Data excerpts
--- START ---
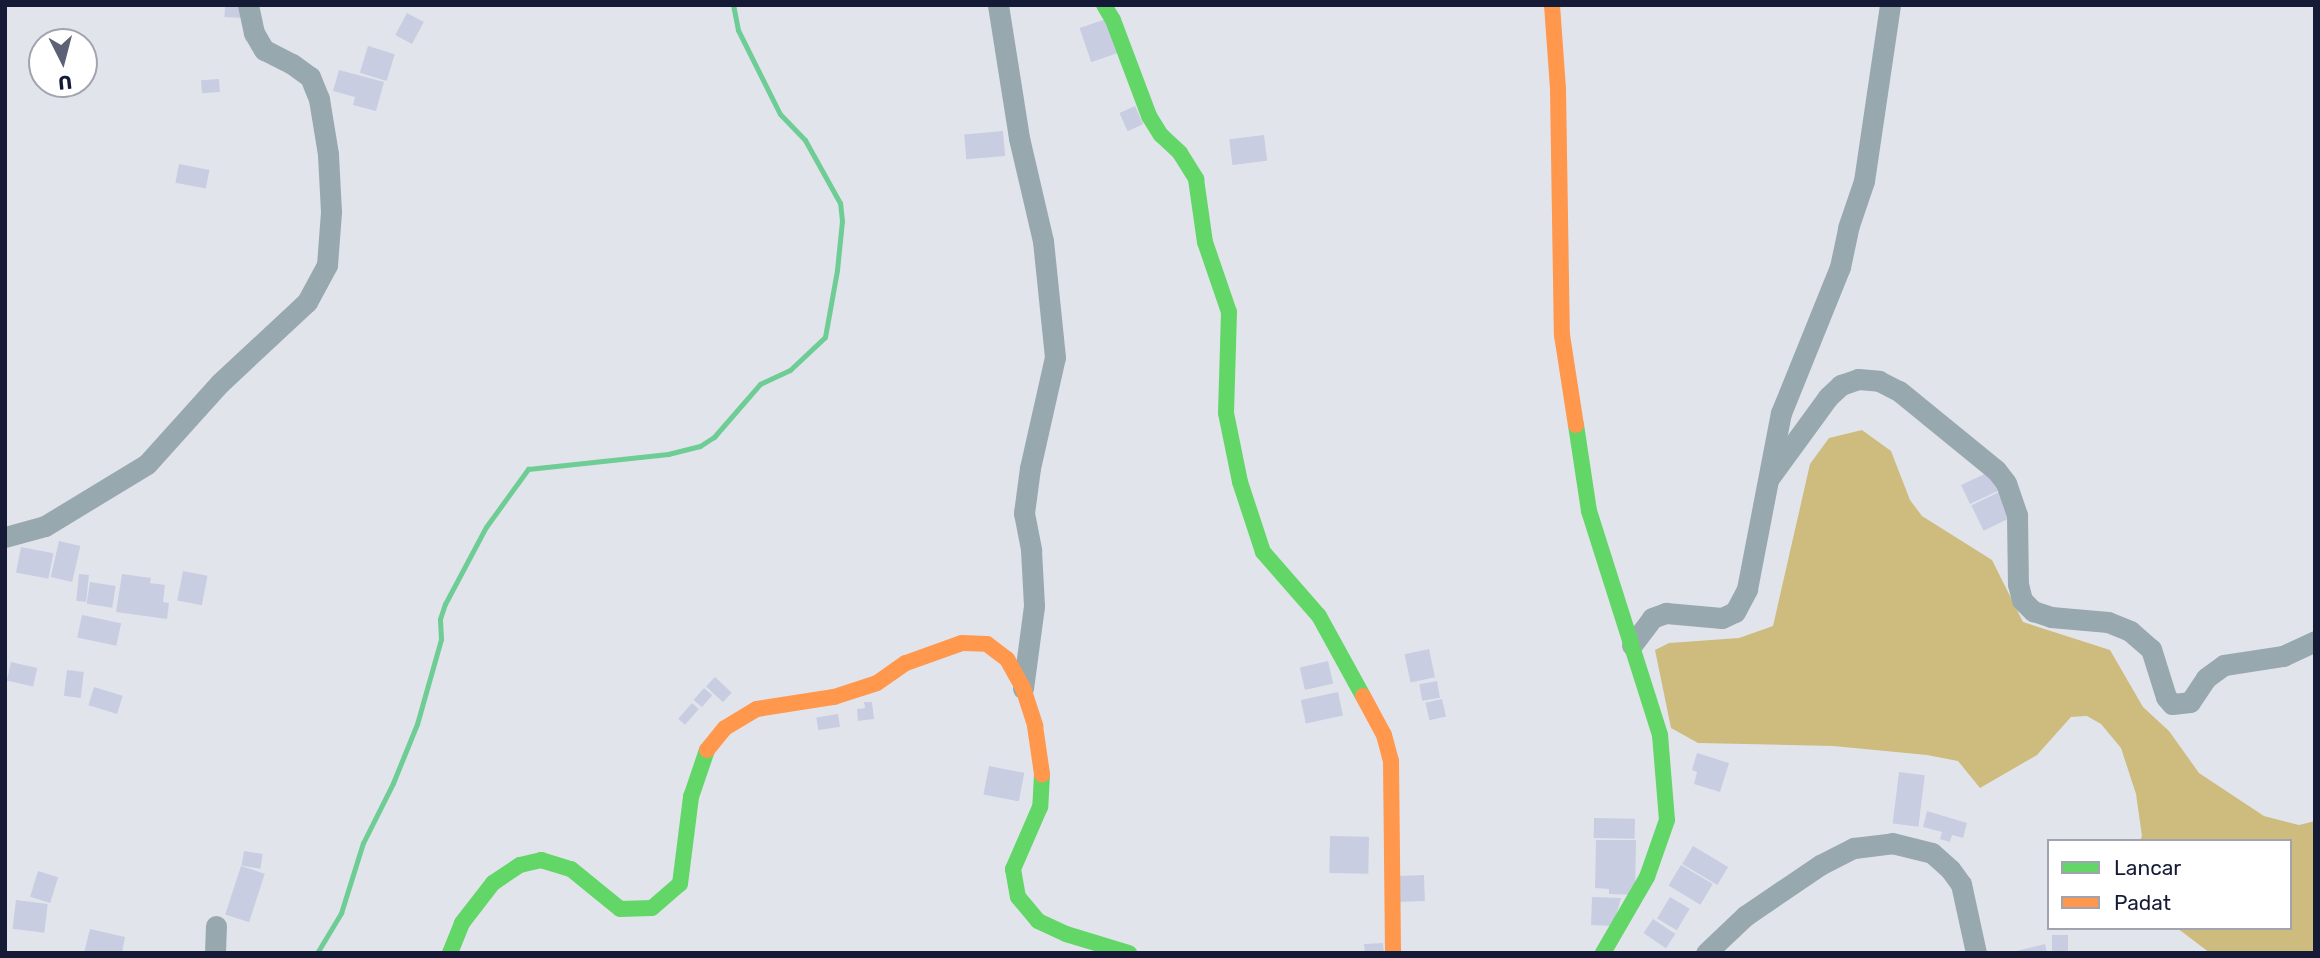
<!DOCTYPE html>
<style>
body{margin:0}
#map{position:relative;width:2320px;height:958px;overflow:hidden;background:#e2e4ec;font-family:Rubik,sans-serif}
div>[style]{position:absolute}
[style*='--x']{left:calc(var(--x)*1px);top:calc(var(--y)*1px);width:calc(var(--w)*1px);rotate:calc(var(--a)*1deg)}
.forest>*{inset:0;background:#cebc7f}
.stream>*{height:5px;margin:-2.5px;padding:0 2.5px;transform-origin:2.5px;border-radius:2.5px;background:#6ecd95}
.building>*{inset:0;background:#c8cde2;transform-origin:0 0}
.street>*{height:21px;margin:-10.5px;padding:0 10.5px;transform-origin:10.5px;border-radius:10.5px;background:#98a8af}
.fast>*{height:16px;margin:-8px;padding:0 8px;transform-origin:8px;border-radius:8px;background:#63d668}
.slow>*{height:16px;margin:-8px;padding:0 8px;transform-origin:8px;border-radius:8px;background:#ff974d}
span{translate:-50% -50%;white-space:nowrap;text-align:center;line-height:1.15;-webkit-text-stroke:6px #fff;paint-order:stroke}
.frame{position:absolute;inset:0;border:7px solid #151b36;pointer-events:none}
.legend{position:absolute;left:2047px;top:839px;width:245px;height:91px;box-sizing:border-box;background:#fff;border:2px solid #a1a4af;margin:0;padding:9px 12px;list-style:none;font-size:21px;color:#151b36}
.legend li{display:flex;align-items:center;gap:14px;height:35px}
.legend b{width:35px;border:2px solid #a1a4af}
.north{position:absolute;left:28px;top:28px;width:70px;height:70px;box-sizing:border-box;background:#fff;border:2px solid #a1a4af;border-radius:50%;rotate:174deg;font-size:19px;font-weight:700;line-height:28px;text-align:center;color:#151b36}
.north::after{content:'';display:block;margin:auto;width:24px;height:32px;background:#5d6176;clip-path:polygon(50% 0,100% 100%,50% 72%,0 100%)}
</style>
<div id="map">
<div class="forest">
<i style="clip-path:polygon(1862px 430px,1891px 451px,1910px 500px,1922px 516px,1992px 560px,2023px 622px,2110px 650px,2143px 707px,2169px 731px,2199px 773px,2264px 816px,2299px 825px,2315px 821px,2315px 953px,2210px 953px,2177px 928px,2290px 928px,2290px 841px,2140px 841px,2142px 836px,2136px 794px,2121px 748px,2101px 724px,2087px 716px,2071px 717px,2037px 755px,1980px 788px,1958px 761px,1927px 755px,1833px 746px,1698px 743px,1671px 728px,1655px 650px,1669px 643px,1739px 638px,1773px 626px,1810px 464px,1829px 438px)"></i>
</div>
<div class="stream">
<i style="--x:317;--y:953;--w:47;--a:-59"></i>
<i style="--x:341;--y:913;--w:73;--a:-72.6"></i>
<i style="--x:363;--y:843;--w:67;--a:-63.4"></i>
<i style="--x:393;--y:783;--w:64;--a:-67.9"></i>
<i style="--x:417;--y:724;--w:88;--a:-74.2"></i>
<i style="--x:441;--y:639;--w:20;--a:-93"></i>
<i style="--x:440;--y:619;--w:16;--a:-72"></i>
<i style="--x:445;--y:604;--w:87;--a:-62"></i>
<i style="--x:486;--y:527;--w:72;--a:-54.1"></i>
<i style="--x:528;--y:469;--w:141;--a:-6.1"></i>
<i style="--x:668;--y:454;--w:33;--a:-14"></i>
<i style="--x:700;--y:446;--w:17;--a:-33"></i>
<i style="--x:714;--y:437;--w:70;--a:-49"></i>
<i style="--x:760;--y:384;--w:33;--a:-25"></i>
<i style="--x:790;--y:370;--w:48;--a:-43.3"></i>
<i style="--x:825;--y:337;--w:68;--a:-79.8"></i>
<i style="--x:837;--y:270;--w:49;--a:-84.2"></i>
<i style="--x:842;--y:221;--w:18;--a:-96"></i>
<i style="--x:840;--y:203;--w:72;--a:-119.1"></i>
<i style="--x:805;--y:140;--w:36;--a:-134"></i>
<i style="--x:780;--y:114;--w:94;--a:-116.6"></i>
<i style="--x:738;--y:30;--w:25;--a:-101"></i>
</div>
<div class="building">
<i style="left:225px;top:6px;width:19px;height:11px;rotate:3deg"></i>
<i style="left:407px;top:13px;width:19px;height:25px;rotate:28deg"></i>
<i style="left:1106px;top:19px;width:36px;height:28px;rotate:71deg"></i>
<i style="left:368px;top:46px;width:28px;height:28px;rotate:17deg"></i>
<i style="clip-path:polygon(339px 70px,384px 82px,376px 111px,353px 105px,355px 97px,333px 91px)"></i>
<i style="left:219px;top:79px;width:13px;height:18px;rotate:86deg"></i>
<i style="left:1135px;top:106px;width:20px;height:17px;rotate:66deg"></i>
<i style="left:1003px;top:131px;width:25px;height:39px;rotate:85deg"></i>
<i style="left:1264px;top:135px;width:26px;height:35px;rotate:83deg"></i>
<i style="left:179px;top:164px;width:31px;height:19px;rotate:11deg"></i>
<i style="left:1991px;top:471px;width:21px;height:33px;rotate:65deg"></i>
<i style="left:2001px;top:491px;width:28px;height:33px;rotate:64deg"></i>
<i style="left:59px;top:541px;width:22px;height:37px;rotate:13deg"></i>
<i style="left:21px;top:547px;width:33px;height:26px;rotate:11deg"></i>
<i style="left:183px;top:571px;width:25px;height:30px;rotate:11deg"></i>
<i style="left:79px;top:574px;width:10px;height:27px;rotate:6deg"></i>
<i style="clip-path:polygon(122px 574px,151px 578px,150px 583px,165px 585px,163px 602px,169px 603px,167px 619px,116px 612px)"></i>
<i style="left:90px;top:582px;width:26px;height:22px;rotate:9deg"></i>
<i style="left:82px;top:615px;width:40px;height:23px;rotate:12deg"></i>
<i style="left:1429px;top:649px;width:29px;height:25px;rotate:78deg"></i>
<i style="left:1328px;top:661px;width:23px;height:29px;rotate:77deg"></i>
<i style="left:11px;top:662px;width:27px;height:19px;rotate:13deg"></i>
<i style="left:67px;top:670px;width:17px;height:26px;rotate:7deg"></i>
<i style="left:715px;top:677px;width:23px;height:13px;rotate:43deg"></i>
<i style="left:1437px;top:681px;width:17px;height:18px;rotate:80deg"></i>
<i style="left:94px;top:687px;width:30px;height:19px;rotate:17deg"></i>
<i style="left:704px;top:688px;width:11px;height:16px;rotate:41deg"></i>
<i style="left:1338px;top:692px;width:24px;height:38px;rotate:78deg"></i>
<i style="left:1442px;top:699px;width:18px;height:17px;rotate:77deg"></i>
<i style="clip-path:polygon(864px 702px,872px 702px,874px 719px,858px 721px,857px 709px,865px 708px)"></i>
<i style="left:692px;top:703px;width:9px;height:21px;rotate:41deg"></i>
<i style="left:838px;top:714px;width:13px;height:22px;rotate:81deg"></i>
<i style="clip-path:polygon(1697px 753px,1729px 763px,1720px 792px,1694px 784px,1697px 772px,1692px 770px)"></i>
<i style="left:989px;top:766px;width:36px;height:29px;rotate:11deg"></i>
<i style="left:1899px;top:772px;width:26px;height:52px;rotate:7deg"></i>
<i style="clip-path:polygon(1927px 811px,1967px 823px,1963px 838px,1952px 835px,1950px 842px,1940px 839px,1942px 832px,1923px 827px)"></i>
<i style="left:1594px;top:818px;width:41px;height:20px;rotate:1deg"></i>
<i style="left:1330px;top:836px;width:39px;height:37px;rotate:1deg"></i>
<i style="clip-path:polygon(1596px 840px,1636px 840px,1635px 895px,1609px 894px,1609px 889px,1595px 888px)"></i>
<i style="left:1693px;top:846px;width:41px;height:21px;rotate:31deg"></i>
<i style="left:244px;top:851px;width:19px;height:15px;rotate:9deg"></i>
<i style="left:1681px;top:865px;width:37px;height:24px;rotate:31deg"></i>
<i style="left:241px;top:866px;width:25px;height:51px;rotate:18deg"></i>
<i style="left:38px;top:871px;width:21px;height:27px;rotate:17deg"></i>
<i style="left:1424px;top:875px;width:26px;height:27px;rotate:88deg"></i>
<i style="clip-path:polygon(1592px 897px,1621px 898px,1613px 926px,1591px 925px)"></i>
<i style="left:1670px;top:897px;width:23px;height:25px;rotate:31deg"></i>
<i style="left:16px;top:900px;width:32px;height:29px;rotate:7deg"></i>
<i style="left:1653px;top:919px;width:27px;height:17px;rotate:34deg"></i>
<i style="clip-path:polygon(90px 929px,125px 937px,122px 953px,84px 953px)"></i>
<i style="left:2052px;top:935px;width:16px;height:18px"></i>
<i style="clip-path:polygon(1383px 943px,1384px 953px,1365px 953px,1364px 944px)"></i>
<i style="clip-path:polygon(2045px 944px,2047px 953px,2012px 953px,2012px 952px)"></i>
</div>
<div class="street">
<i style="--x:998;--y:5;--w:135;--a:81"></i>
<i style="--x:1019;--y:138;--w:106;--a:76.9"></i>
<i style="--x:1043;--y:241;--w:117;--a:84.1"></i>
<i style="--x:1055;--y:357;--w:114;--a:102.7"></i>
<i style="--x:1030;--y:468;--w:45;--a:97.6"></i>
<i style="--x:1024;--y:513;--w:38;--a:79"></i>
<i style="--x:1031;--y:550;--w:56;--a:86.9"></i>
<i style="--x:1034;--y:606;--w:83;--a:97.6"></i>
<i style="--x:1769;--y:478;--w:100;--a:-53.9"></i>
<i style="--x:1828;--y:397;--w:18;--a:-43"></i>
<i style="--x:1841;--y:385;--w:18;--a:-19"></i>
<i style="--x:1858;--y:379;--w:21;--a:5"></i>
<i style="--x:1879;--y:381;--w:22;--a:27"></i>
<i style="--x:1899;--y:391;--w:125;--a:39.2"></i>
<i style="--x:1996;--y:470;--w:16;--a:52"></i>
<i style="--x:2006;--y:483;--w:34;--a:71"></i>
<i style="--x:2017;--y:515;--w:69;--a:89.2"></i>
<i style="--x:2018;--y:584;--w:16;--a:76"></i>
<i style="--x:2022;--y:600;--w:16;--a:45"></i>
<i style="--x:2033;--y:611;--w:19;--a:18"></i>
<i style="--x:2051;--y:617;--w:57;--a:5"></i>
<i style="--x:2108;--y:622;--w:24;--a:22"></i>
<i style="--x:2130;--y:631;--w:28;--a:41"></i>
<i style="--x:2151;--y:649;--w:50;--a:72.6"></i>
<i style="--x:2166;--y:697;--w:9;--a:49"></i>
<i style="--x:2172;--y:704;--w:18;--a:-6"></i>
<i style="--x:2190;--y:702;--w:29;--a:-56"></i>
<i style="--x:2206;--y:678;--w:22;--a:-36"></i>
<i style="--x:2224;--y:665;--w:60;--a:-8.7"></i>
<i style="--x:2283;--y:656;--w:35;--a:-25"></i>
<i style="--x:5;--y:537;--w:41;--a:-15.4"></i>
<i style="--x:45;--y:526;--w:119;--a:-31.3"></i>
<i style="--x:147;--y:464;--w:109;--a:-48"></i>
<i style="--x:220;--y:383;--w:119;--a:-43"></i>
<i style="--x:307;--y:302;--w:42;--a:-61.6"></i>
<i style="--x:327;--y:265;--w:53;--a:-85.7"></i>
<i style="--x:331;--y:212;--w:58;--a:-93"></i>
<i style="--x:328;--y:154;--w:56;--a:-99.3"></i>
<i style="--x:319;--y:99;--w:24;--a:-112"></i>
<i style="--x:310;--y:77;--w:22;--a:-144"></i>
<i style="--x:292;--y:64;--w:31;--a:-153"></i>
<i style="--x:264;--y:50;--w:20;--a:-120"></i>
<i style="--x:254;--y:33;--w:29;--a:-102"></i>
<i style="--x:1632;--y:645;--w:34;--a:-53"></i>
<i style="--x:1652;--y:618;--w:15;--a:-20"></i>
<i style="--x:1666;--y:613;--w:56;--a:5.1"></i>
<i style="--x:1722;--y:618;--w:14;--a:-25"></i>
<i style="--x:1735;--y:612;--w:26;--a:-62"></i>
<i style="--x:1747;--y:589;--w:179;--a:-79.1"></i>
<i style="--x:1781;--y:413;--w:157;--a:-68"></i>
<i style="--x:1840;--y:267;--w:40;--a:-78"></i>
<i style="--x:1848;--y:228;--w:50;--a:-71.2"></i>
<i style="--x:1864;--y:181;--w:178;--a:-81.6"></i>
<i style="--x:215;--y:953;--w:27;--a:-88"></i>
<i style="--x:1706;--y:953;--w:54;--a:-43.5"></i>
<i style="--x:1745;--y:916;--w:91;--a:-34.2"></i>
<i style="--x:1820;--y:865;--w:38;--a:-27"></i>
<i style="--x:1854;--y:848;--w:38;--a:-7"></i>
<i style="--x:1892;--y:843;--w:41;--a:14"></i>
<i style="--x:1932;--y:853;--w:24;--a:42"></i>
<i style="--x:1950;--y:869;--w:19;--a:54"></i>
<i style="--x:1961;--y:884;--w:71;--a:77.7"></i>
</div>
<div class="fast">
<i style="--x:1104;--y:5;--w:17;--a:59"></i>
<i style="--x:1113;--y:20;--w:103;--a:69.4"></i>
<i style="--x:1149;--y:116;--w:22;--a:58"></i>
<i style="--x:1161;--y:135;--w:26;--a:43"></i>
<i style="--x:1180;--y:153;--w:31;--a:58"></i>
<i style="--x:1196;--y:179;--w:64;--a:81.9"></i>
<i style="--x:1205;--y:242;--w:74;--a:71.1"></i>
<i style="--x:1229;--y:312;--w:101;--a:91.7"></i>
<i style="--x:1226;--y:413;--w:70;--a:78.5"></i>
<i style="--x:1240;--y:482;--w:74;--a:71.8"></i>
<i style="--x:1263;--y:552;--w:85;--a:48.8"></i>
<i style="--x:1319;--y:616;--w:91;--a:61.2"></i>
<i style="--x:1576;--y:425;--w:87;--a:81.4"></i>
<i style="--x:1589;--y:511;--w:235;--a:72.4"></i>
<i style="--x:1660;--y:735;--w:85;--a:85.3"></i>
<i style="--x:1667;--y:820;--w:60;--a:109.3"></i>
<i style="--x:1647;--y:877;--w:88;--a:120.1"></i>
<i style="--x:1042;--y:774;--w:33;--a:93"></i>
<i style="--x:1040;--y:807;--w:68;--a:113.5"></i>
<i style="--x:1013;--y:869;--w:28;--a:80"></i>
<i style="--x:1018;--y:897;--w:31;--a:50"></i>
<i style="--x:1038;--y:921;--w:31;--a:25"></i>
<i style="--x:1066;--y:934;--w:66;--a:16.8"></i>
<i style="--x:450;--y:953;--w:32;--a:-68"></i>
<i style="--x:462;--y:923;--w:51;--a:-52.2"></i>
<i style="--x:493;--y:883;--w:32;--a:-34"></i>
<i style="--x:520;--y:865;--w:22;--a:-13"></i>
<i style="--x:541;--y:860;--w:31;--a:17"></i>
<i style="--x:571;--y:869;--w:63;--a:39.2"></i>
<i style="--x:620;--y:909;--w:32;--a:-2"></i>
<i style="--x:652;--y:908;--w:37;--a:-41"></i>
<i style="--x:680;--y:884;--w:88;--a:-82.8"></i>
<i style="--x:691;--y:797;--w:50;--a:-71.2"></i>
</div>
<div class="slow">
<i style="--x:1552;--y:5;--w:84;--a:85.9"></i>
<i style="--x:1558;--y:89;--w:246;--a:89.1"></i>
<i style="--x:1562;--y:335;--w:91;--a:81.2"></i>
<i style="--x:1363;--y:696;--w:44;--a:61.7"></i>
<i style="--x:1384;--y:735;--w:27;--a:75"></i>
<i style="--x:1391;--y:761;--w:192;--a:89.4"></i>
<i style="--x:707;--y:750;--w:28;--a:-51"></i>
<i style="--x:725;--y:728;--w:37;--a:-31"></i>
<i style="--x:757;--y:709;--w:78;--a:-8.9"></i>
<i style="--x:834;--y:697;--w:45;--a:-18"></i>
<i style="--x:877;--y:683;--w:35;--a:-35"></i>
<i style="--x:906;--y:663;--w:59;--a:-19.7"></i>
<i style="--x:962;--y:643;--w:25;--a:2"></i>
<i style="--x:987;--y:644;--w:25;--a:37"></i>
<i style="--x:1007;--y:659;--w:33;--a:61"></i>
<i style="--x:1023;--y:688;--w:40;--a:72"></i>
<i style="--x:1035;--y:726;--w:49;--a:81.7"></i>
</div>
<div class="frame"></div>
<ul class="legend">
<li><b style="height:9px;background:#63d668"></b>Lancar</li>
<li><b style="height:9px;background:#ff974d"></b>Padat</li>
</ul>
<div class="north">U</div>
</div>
--- END ---
• What the exercise asks
Only lines that include "stream" belong in the answer; return them from the entries above.

• Answer space
.stream>*{height:5px;margin:-2.5px;padding:0 2.5px;transform-origin:2.5px;border-radius:2.5px;background:#6ecd95}
<div class="stream">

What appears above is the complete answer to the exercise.